Die Behandlungsdauer variiert stark je nach Indikation. In vielen Fällen werden kurze Anwendungen bevorzugt, um Nebenwirkungen zu minimieren. Ihr Arzt wird die Dauer regelmäßig überprüfen und angepasst, falls eine Verlängerung sinnvoll ist. Eine eigenständige Verlängerung der Therapie ist nicht empfohlen.
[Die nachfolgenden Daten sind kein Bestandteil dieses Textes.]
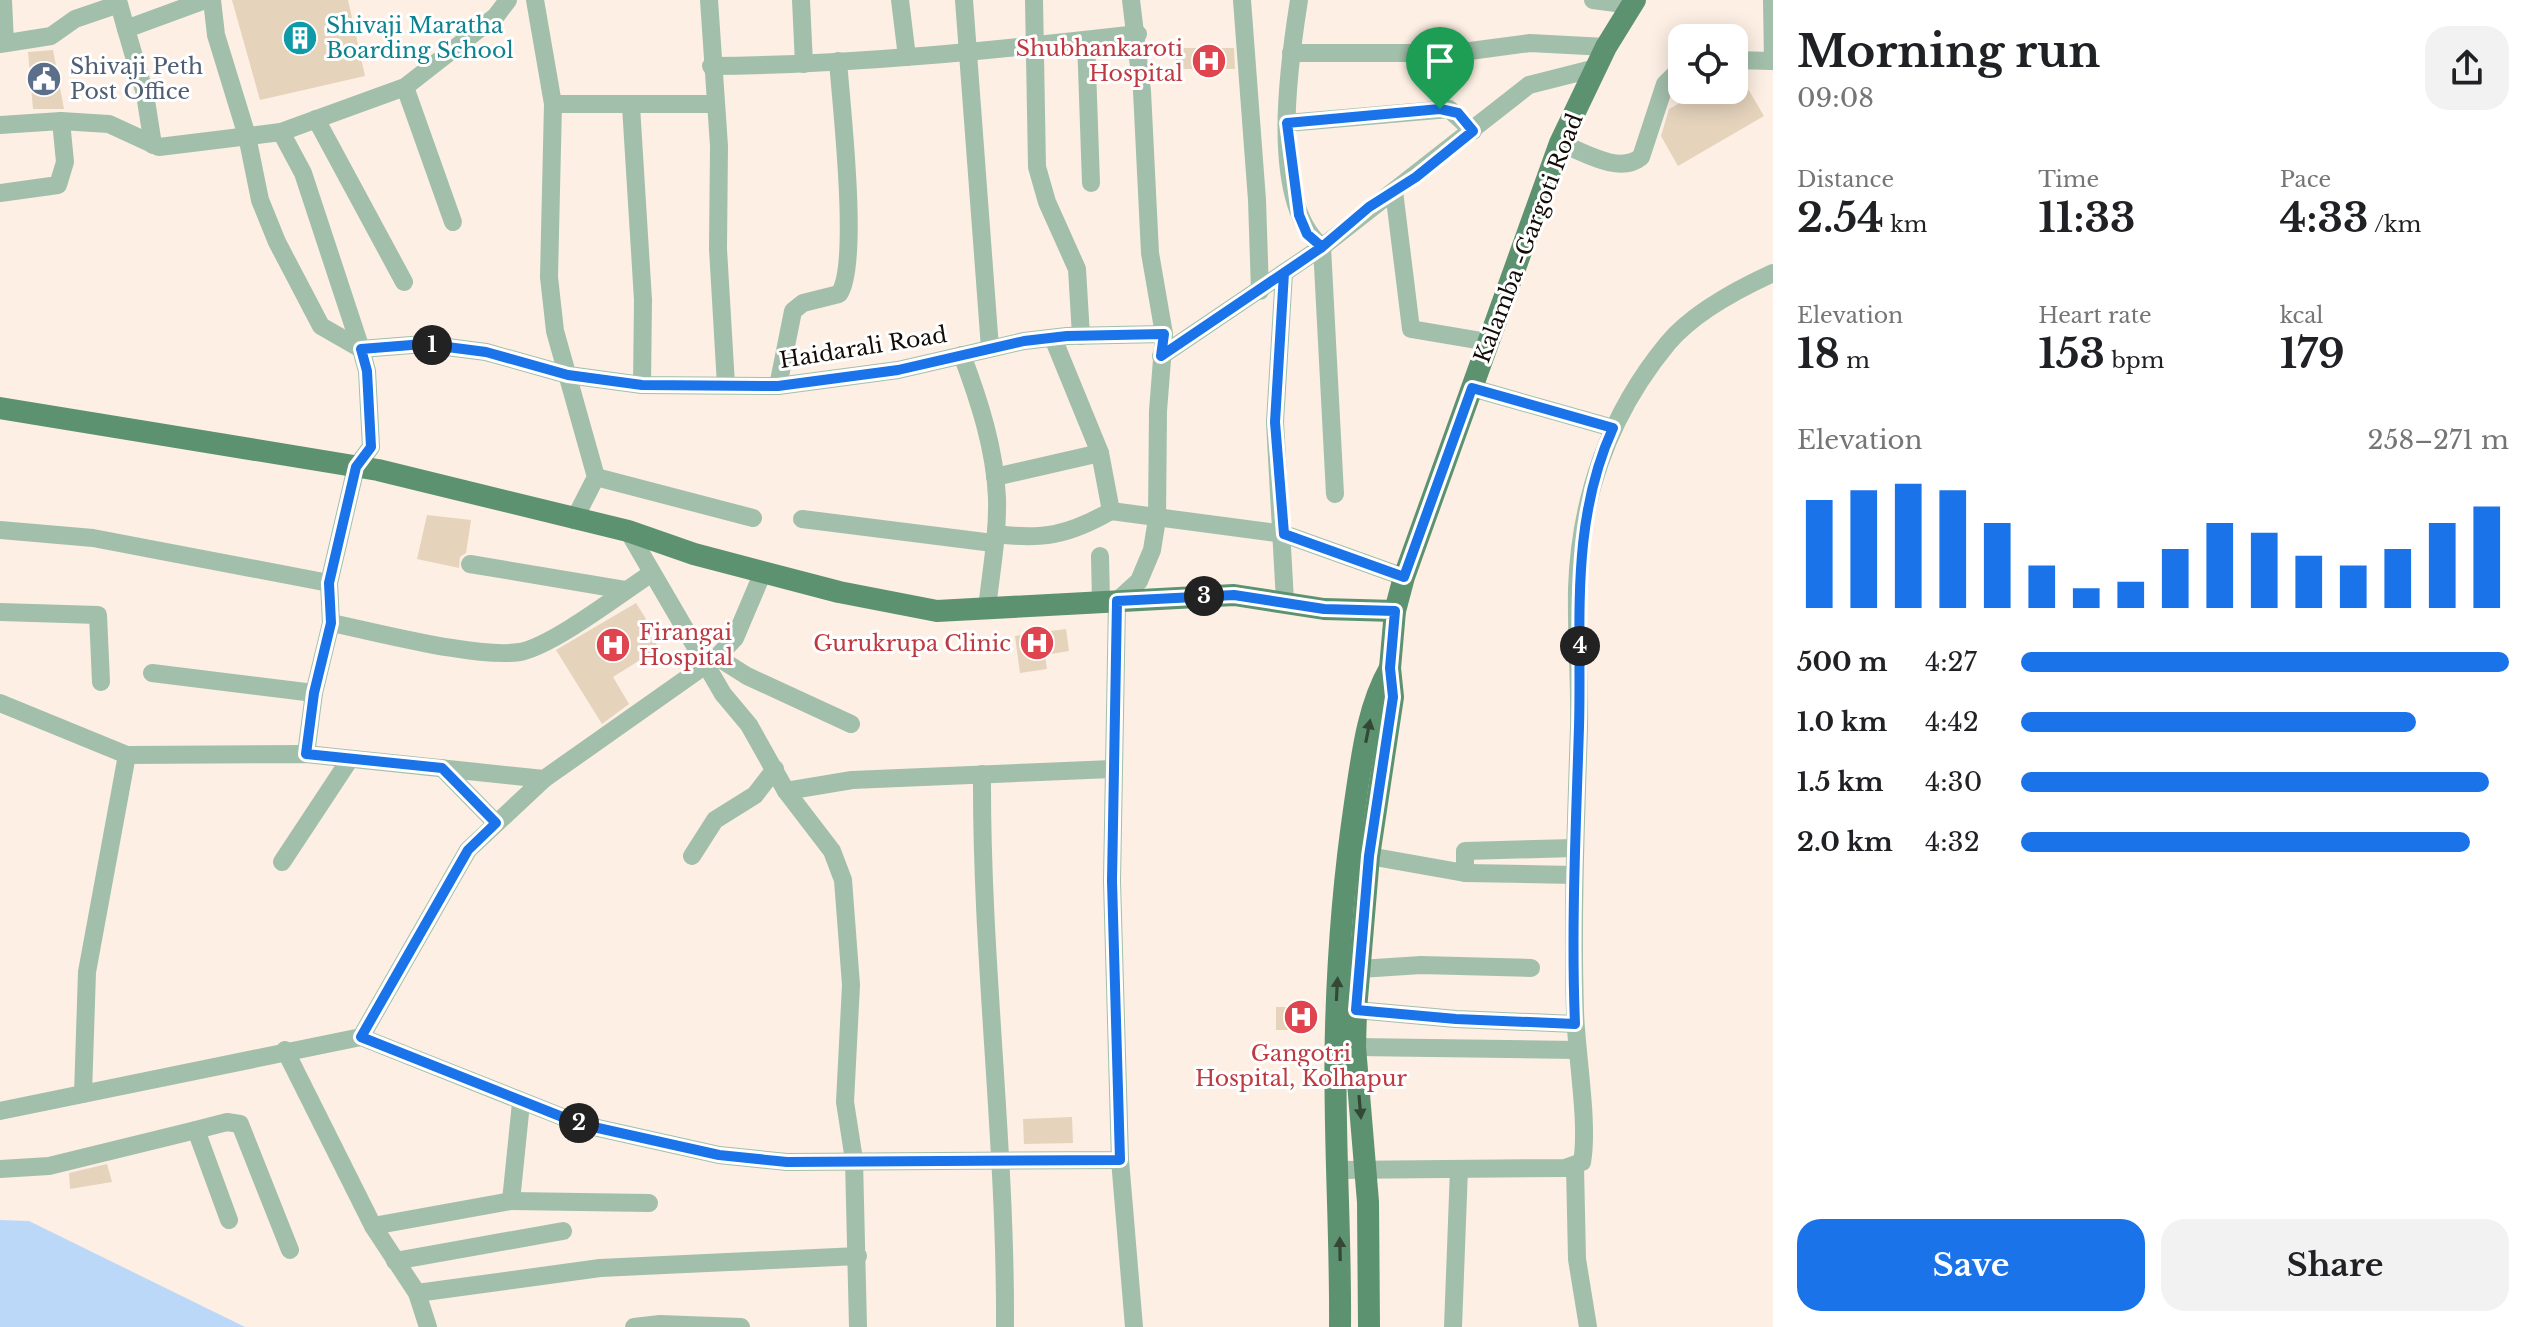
<!DOCTYPE html>
<meta charset="utf-8">
<style>
:root{--surface:#fff;--page:#f2f2f2;--text:#202124;--muted:#757577;--accent:#1a73e8}
body{margin:0;font-family:"Libre Baskerville",serif;background:var(--page);color:var(--text);height:100vh;display:flex;flex-direction:column;font-size:30px;white-space:nowrap}
*{box-sizing:border-box;margin:0}
p{font-size:26px;color:var(--muted)}
.icon{flex:none;width:44px;height:44px;fill:none;stroke:currentColor;stroke-width:2;stroke-linecap:round;stroke-linejoin:round}
.map{position:relative;flex:1;overflow:hidden}
.side{display:flex;flex-direction:column;background:var(--surface);width:760px}
.side>*{flex:none}
.tools{position:absolute;left:1668px;top:24px;display:grid;gap:16px}
.tools a{display:grid;place-items:center;width:80px;height:80px;border-radius:16px;background:var(--surface);box-shadow:0 4px 20px #0003;font-size:40px}
.pin{position:absolute;display:grid;place-items:center;width:68px;height:68px;color:#fff;margin:-82px -34px;border-radius:50% 50% 50% 0;rotate:-45deg;box-shadow:0 0 8px #0007}
.pin .icon{rotate:45deg}
.km{position:absolute;width:40px;height:40px;margin:-20px;border-radius:50%;background:#222;color:#fff;font-size:22px;line-height:40px;text-align:center}
.round{display:grid;place-items:center;flex:none;width:84px;height:84px;border-radius:24px;background:var(--page)}
.head{display:flex;align-items:center;justify-content:space-between;height:136px;padding:0 24px}
h1{font-size:44px;font-weight:700;line-height:60px}
.figures{display:grid;grid-template-columns:repeat(3,1fr);gap:12px;height:136px;padding:8px 24px}
.figures div{display:grid;align-content:center}
.figures b{font-size:40px;font-weight:700}
.figures small{font-size:22px;font-weight:400}
.figures p{font-size:22px}
.chart{height:224px;padding:16px 24px}
.chart p{display:flex;justify-content:space-between}
.chart svg{width:100%;height:144px;margin-top:8px;stroke:var(--accent);stroke-width:6}
.cta{display:flex;gap:16px;margin-top:auto;padding:16px 24px}
.cta a{flex:1;height:92px;border-radius:24px;background:var(--accent);color:#fff;font-size:32px;font-weight:700;line-height:92px;text-align:center}
.cta a+a{background:var(--page);color:var(--text)}
ul{padding:0 24px;list-style:none;font-size:26px}
li{display:grid;grid-template-columns:128px 96px 1fr;align-items:center;height:60px}
li i{height:20px;border-radius:10px;background:var(--accent)}
main{display:flex;flex:1;min-height:0}
.map>svg:first-child{display:block}
</style>
<main>
<div class="map">
<svg width="1773" height="1327" viewBox="0 0 1773 1327">
<rect width="100%" height="100%" fill="#fdefe3"/>
<polygon fill="#bbd8f9" points="0,1220 29,1221 245,1327 0,1327"/>
<g fill="#e5d3bc">
<polygon points="232,0 348,0 365,76 260,100"/>
<polygon points="1176,48 1234,48 1235,69 1176,69"/>
<polygon points="53,50 64,109 33,109 28,52"/>
<polygon points="1734,72 1738,72 1764,116 1678,166 1661,136 1669,109 1703,90 1734,90"/>
<polygon points="427,515 471,520 466,553 460,557 459,568 417,559"/>
<polygon points="636,603 646,619 642,622 659,648 613,677 629,704 602,724 556,650"/>
<polygon points="1066,629 1069,651 1045,655 1047,669 1020,673 1015,636"/>
<rect x="1276" y="1007" width="39" height="23"/>
<polygon points="1072,1117 1073,1143 1024,1144 1023,1119"/>
<polygon points="107,1164 112,1182 70,1189 69,1173"/>
</g>
<g fill="none" stroke-linecap="round" stroke-linejoin="round">
<g stroke="#a2bfab" stroke-width="18">
<polyline points="3,0 5,43"/>
<polyline points="212,0 216,35 247,136 260,200 277,242 321,326 361,349 367,371 371,447 356,467 329,583 331,623 314,693 306,754"/>
<polyline points="535,0 553,104 549,277 555,331 596,477 574,520"/>
<polyline points="709,0 719,146 718,249 726,385"/>
<polyline points="801,0 804,64"/>
<polyline points="900,0 907,57"/>
<polyline points="964,0 990,348"/>
<polyline points="1034,0 1037,167 1047,202 1077,269 1081,336"/>
<polyline points="1242,0 1257,200 1260,291"/>
<path d="M1299,0C1289,63 1268,201 1322,247L1335,494"/>
<polyline points="1593,0 1631,5"/>
<polyline points="1772,0 1773,61"/>
<polyline points="126,29 145,94 153,145"/>
<polyline points="1086,40 1091,183"/>
<polyline points="0,44 51,36 75,19 119,4 126,29 205,0"/>
<polyline points="1291,53 1455,53 1530,43 1606,47"/>
<polyline points="1734,60 1772,61"/>
<path d="M711,66C854,65 996,50 1138,34"/>
<polyline points="405,87 453,222"/>
<polyline points="553,104 715,104"/>
<polyline points="631,106 643,300 642,385"/>
<polyline points="316,119 404,282"/>
<polyline points="1287,123 1449,109 1473,131"/>
<polyline points="0,125 61,121 109,124 159,147 281,132 405,87 496,16 508,0"/>
<polyline points="281,132 303,173 361,349 424,344 486,352 568,375 642,385 778,386 898,370 1024,341 1067,336 1164,334"/>
<path d="M1560,143C1584,152 1619,175 1641,157L1665,84L1682,67"/>
<polyline points="1394,191 1411,329 1488,342"/>
<polyline points="0,193 58,185 65,162 61,121"/>
<polyline points="1284,273 1275,422 1285,601"/>
<polyline points="1053,338 1100,453 1111,511 1284,534 1404,577"/>
<path d="M962,355C979,400 995,449 997,498C998,535 991,572 987,608"/>
<polyline points="1161,356 1322,247 1529,85 1596,68"/>
<path d="M778,386L793,311L803,303L839,294C860,265 841,103 838,61"/>
<polyline points="1472,388 1613,428"/>
<polyline points="596,477 753,518"/>
<polyline points="995,477 1100,453"/>
<polyline points="802,519 993,543"/>
<polyline points="0,530 93,538 329,583"/>
<polyline points="628,531 723,694 749,725 786,791 832,851 843,880 851,985 845,1102 854,1160 858,1327"/>
<path d="M996,534C1043,540 1069,535 1111,511"/>
<polyline points="1100,556 1101,602"/>
<polyline points="470,564 625,590"/>
<polyline points="0,612 98,615 101,682"/>
<path d="M331,623C377,632 477,659 520,652C553,646 621,593 652,573"/>
<polyline points="717,657 747,676 851,724"/>
<polyline points="152,673 314,693"/>
<polyline points="0,703 127,755 306,754 544,779"/>
<polyline points="442,768 496,823"/>
<path d="M982,774C981,959 1006,1142 1005,1327"/>
<polyline points="786,791 852,780 1112,769"/>
<polyline points="692,856 715,820 755,795 775,769"/>
<polyline points="1369,856 1465,873 1574,875"/>
<polyline points="282,862 350,759"/>
<polyline points="1465,873 1465,851 1574,848"/>
<polyline points="1360,969 1421,965 1531,968"/>
<polyline points="1356,1010 1456,1019 1575,1024"/>
<polyline points="361,1037 468,850 544,779 717,657 735,638 763,572"/>
<polyline points="1355,1047 1576,1050"/>
<polyline points="285,1050 373,1226 417,1293 428,1327"/>
<polyline points="83,1094 87,972 127,755"/>
<polyline points="0,1111 361,1037 580,1124 719,1155 787,1162 1120,1160 1112,881 1117,601 1139,581 1152,550 1157,519 1158,411 1164,334 1150,253 1142,91 1131,0"/>
<polyline points="196,1130 227,1122 240,1124 290,1250"/>
<polyline points="1120,1160 1134,1327"/>
<polyline points="1575,1167 1577,1259 1588,1327"/>
<polyline points="0,1169 49,1166 196,1130 229,1220"/>
<path d="M1338,1170L1565,1168L1582,1162C1589,1124 1576,1052 1575,1011C1572,916 1576,821 1579,727C1580,680 1576,634 1577,588C1580,497 1610,413 1668,343C1693,313 1738,289 1773,273"/>
<polyline points="511,1201 649,1203"/>
<polyline points="373,1226 511,1201 521,1103"/>
<polyline points="395,1261 563,1231"/>
<polyline points="417,1293 600,1268 858,1256"/>
<polyline points="634,1327 660,1324 741,1327"/>
<polyline points="1453,1327 1459,1169"/>
</g>
<g stroke="#5c926f" stroke-width="22">
<polyline points="0,408 378,470 628,531 694,554 839,592 937,611 1234,595 1324,609 1395,611"/>
<path d="M1340,1327C1341,1227 1333,1127 1336,1028C1338,953 1344,877 1355,803C1362,757 1367,708 1390,668"/>
<polyline points="1369,1327 1368,1202 1355,1047 1356,1010 1369,856 1393,697 1390,668 1395,611 1404,577 1560,143 1606,47 1635,0"/>
</g>
</g>
<defs><path id="oneway-solid" d="M-6-.8H1V-3.2L6.5 0L1 3.2V.8H-6Z" transform="scale(2)"/></defs>
<g fill="#344835">
<use href="#oneway-solid" transform="translate(1368 731) rotate(-79)"/>
<use href="#oneway-solid" transform="translate(1337 989) rotate(-87)"/>
<use href="#oneway-solid" transform="translate(1360 1107) rotate(85)"/>
<use href="#oneway-solid" transform="translate(1340 1249) rotate(-91)"/>
</g>
<g fill="none" stroke-linecap="round" stroke-linejoin="round">
<g stroke="#fff" stroke-width="16">
<path id="route" d="M1440,109L1458,113L1473,131L1416,177L1369,207L1322,247L1161,356L1164,334L1067,336L1024,341L898,370L778,386L642,385L568,375L486,352L424,344L361,349L367,371L371,447L356,467L329,583L331,623L314,693L306,754L442,768L496,823L468,850L361,1037L580,1124L719,1155L787,1162L1120,1160L1112,881L1117,601L1234,595L1324,609L1395,611L1390,668L1393,697L1369,856L1356,1010L1456,1019L1575,1024C1571,925 1576,826 1579,727C1582,624 1569,525 1613,428L1472,388L1404,577L1284,534L1275,422L1284,273L1322,247L1307,234L1299,215L1287,123L1440,109"/>
</g>
<use href="#route" stroke="#1a73e8" stroke-width="10"/>
</g>
<defs>
<g id="building-disc" transform="scale(1.8)"><circle r="9.5" fill="#0f9aa8" stroke="#fff"/><path d="M-4-6H4V6H1V3H-1V6H-4ZM-2.5-4.3h1.7v1.8h-1.7ZM.8-4.3h1.7v1.8H.8ZM-2.5-1h1.7V.8h-1.7ZM.8-1h1.7V.8H.8Z" fill="#fff"/></g>
<g id="hospital-disc" transform="scale(1.8)"><circle r="9.5" fill="#e0444e" stroke="#fff"/><path d="M-5-5h3v3.5h4V-5h3V5h-3V1.5h-4V5h-3Z" fill="#fff"/></g>
<g id="civic-disc" transform="scale(1.8)"><circle r="9.5" fill="#5c6f8a" stroke="#fff"/><path d="M-.6-6.5H3V-4.5H.6V-3L4-1V1h2V6H-6V1h2V-1L-.6-3ZM-1.2 2.5V6h2.4V2.5Z" fill="#fff"/></g>
</defs>
<g fill-rule="evenodd">
<use href="#building-disc" x="300" y="38"/>
<use href="#hospital-disc" x="1209" y="61"/>
<use href="#civic-disc" x="44" y="79"/>
<use href="#hospital-disc" x="1037" y="643"/>
<use href="#hospital-disc" x="613" y="645"/>
<use href="#hospital-disc" x="1301" y="1017"/>
</g>
<g text-anchor="middle" stroke-width="6" stroke-linejoin="round" paint-order="stroke">
<g font-size="22" fill="#0d838f" stroke="#fff" text-anchor="start">
<text x="326" y="33">Shivaji Maratha<tspan x="326" dy="25">Boarding School</tspan></text>
</g>
<g font-size="22" fill="#be3a42" stroke="#fff" text-anchor="end">
<text x="1183" y="56">Shubhankaroti<tspan x="1183" dy="25">Hospital</tspan></text>
<text x="639" y="640" text-anchor="start">Firangai<tspan x="639" dy="25">Hospital</tspan></text>
<text x="1011" y="651">Gurukrupa Clinic</text>
<text x="1301" y="1061" text-anchor="middle">Gangotri<tspan x="1301" dy="25">Hospital, Kolhapur</tspan></text>
</g>
<g font-size="22" fill="#4e5e75" stroke="#fff" text-anchor="start">
<text x="70" y="74">Shivaji Peth<tspan x="70" dy="25">Post Office</tspan></text>
</g>
<g font-size="22" fill="#130c06" stroke="#fff">
<text transform="translate(1528 238) rotate(-69)" y="8">Kalamba -Gargoti Road</text>
<text transform="translate(863 347) rotate(-9)" y="8">Haidarali Road</text>
</g>
</g>
</svg>
<div class="tools">
<a><svg class="icon" aria-label="locate" viewBox="0 0 24 24"><circle cx="12" cy="12" r="6"/><path d="M12 2v4M12 18v4M2 12h4M18 12h4"/></svg></a>
</div>
<div class="pin" style="left:1440px;top:109px;background:#1e9e55"><svg class="icon" aria-label="arrive" viewBox="0 0 24 24"><path d="M6 21V4h12l-3 4 3 4H6"/></svg></div>
<b class="km" style="left:432px;top:345px">1</b>
<b class="km" style="left:579px;top:1123px">2</b>
<b class="km" style="left:1204px;top:596px">3</b>
<b class="km" style="left:1580px;top:646px">4</b>
</div>
<section class="side">
<div class="head"><div><h1>Morning run</h1><p>09:08</p></div><a class="round"><svg class="icon" aria-label="share" viewBox="0 0 24 24"><path d="M12 15V3M7 8l5-5 5 5M5 13v7h14v-7"/></svg></a></div>
<div class="figures">
<div><p>Distance</p><b>2.54<small> km</small></b></div>
<div><p>Time</p><b>11:33</b></div>
<div><p>Pace</p><b>4:33<small> /km</small></b></div>
</div>
<div class="figures">
<div><p>Elevation</p><b>18<small> m</small></b></div>
<div><p>Heart rate</p><b>153<small> bpm</small></b></div>
<div><p>kcal</p><b>179</b></div>
</div>
<div class="chart"><p><span>Elevation</span>258–271 m</p>
<svg viewBox="0 0 160 44" preserveAspectRatio="none"><path d="M5 44V11M15 44V8M25 44V6M35 44V8M45 44V18M55 44V31M65 44V38M75 44V36M85 44V26M95 44V18M105 44V21M115 44V28M125 44V31M135 44V26M145 44V18M155 44V13"/></svg>
</div>
<ul>
<li><b>500 m</b>4:27<i style="width:100%"></i></li>
<li><b>1.0 km</b>4:42<i style="width:81%"></i></li>
<li><b>1.5 km</b>4:30<i style="width:96%"></i></li>
<li><b>2.0 km</b>4:32<i style="width:92%"></i></li>
</ul>
<div class="cta"><a>Save</a><a>Share</a></div>
</section>
</main>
Glukokortikoide können Auswirkungen auf das ungeborene Kind haben. Eine Anwendung in der Schwangerschaft erfolgt nur, wenn der Nutzen das potenzielle Risiko überwiegt. Besprechen Sie Ihre Schwangerschaft oder geplante Schwangerschaft mit Ihrem Arzt, damit eine sichere Entscheidung getroffen werden kann.
Bei neu auftretenden oder sich verschlimmernden Nebenwirkungen sollten Sie umgehend medizinischen Rat suchen. Manche Nebenwirkungen erfordern eine sofortige Abklärung, insbesondere wenn sie Kreislaufprobleme, Sehstörungen, starke Bauchschmerzen oder Verhaltensänderungen umfassen. Informieren Sie Ihr Behandlungsteam zeitnah.
Langzeittherapien mit Glukokortikoiden sind mit einem erhöhten Risiko für Nebenwirkungen verbunden. Ihr Arzt wird Nutzen und Risiken sorgfältig abwägen und regelmäßige Kontrollen empfehlen. Fragen Sie nach konkreten Plänen und alternativen Behandlungsmöglichkeiten, wenn eine Langzeittherapie nötig erscheint.